This is the brother who I am supposed to love. I do not admire him anymore. I feel nothing for him when I remember that night from hell. House of hunger. House of hell, of madness and despair. If he had a gun, we all would be dead. I cut up the onion, seduced by its layers. And I cry for what has been lost, gems every one. There are diamonds in my eyes and I blink them back. My youth, my youth, my youth and there is no ring. No ring on my finger, all those chronic wasted years. Now he is Lucifer manning the gate to the wards of hell. My beautiful, darling boy what has become of you?

The secrets that we keep are committed to memory. They're lessons in the needs of people around us, a lesson in obedience, sometimes even wisdom. And it takes bold work for us to realise that the future is bright when sometimes we are challenged, when we have to mine glory. And make a ceremony out of it. There are profound ingredients that goes into making a spaghetti bolognese. Family is of course the first priority. Next the butcher, mint from the garden and limes for the cocktails. Footsteps on the stairs and laughter scribbling in the air.

Perhaps avocadoes were the first fruits (food for thought) in the Garden of Eden even before Eve was made from Adam's rib via the maturation of a human soul and a vortex in flux.

Sun and moon.
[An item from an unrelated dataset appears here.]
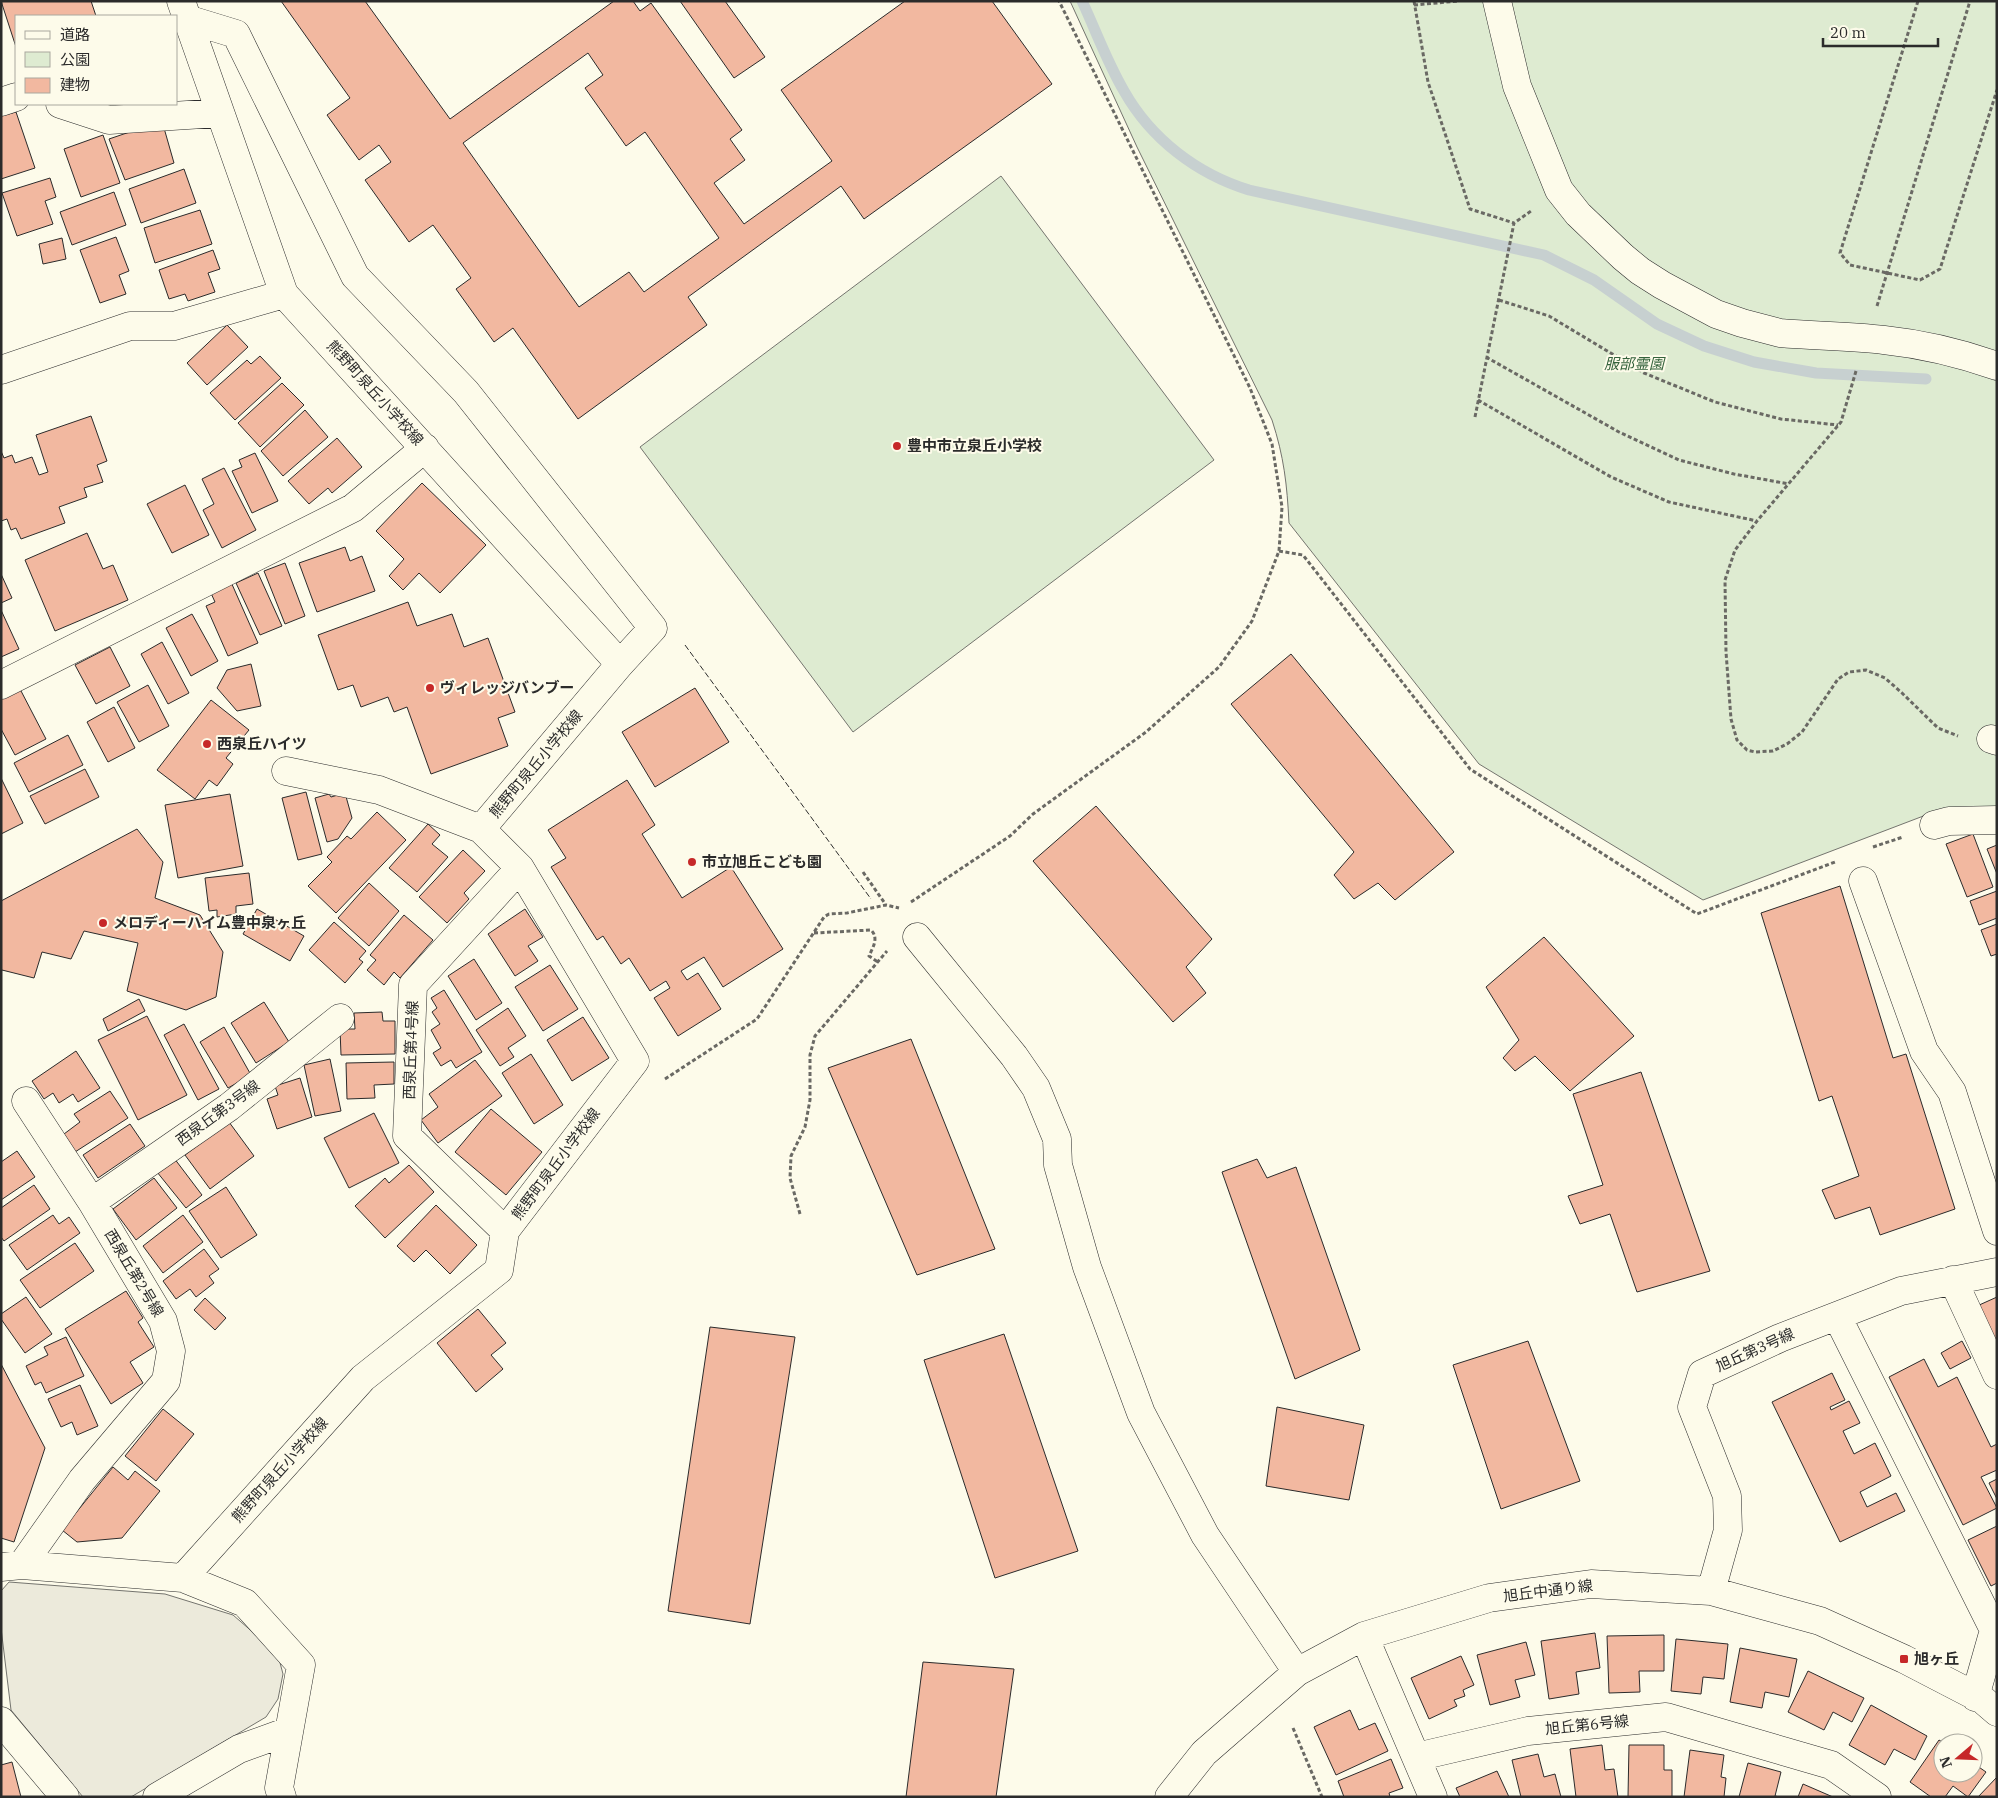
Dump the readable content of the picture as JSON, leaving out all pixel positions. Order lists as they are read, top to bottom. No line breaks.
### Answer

They are miracle angelic beginners every one each day. Daughters nicknamed so for jasmine and yesterday, today and tomorrow. Then as if woken up from a dream, the day begins.

Head under water. Silently pushing off from the wall of the swimming pool doing lap after lap. Here is where I find my sanctuary, my second home and solace from the world outside. I am not like the other girls. They're all younger, thinner, and confident even though they're still flat chested, and flirtatious from where I am standing. Head under water again. I'm praying it won't be the house from hell again tonight. I'm watching films, reading books, wiping my father's bum (there are no secrets between us). We talk about our past lives, our nine lives, love and the measure of it, how the devil made work for idle hands during apartheid, during the Group Areas Act, the Nazi war lords, Hotel Rwanda. We talk about the women in his life, past and present, the first woman he ever loved and lost and the measure of it. I become distracted. He becomes distracted and I get up to make cups of coffee, lukewarm coffee. We discuss Valkenburg (the mental institution in Cape Town where he resided for a few months).

The first social worker he ever met. This is all for the book I am writing. Walking in his footsteps. Night after night, I make a casserole and the two of us sit down to eat at the kitchen table. He walks, he shuffles, he walks, and he shuffles. Sometimes he sits outside with Misty, the dog in the sun. He is forgetful, he stammers, he has a short attention span but then again I guess memory loss comes with age. Last night he wet the bed. There are people who would make a mockery of this situation but when you're knee deep in it with someone that you love, intimacy is nothing, acknowledging that he is becoming older is everything. I've become an old woman overnight. Suddenly I have grey hair, the wisdom of a lake, a slight tremor in my hands, I suffer from anxiety, and I can't sleep at night. He calls for me in the middle of the night. He needs me and so this teaches me that I am not cruel. I am a woman now. Something has replaced the darkness in my life. I have discovered the stem of meditation.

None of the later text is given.